Great, Thanks thats a big help i was a bit confused as to age/grade, luckily they have all relavant jabs aswell so shouldnt be a problem


----------



## Jane (Jan 5, 2008)

*School help*

Hi Captlemons,

We did a similar thing. British family, moved here two weeks ago from Austria, where we have lived for the past seven years. I cannot say what the system is where you are - we have a 14 year old (15 on September 1st) who would naturally be in 9th grade in Austria but 10th grade here. We are starting him in 9th grade which is the first year of High School (4 years in total) as it is a different curriculum and we do not want him to miss a year. In Colorado, either you live in the catchment area or you have the opportunity to open-enrol with another school in the district: the criterion being that they have not reached their class limit . My husband visited most of the schools in the district before we relocated and eventually plumped not for the most academic, (although this school runs both IB and AP courses, and in addition has an excellent engineering school) but for the one that was most interested in the welfare and wellbeing of Luke. We did not want him to "slip under the radar". Fingers crossed that we have made the right choice - one never knows - but another alternative (if it is possible) is to open enrol in one school and live in the catchment area of another - that way you are hedging your bets.

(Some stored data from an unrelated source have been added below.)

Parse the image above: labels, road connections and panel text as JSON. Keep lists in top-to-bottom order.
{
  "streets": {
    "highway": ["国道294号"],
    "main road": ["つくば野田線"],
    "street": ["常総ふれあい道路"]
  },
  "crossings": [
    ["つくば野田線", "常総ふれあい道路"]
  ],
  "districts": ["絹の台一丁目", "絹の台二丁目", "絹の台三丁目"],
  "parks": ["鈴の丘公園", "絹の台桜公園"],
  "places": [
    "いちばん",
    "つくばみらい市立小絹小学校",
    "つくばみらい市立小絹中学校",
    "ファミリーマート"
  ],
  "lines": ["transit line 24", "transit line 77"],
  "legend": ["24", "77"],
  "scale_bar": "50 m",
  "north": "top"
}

Overall, I think our children gain with having another language and a wider experience of the world, but they will probably lose some ground as regards the imperial measurement system, American history and certainly spelling. From what I have seen of students so far (Luke has been playing football - sorry, soccer with his new schoolmates the past week and a half) they are well behaved, friendly and welcoming. Long may it continue. I hope you and your family settle down and I would be very interested in keeping in touch so that we can compare notes. All the very best.


----------



## synthia (Apr 18, 2007)

Florida school districts are county districts, rather than city districts. When we had busing for desegregation purposes, a student could be assigned to a school that was an hour's ride away, even if there was a school across the street. That's not in effect now, so your children will be assigned by neighborhood. Most counties also have a few magnet schools, designed to attract children from different areas with similar interests and talents. For instance, there might be a high school for students interested in science. My county also has an international baccalaureate program.

One of the first things you should do is enroll your children in school, even if you arrive in early June. I know people who waited until a week before, and weren't able to get their children into the special schools they wanted.

It's really important to know where your child will attend school before choosing a place to live. Florida has the third worst school system in the US, but that doesn't mean that there aren't some great schools, just that there are some really bad ones.

One of the problems with a county-based system is that the districts can be redrawn and your child can end up in a different, and worse, school than you expected. When the school districts are within in town, there is a limit to what they can do, since they can't send you outside the town limits.


----------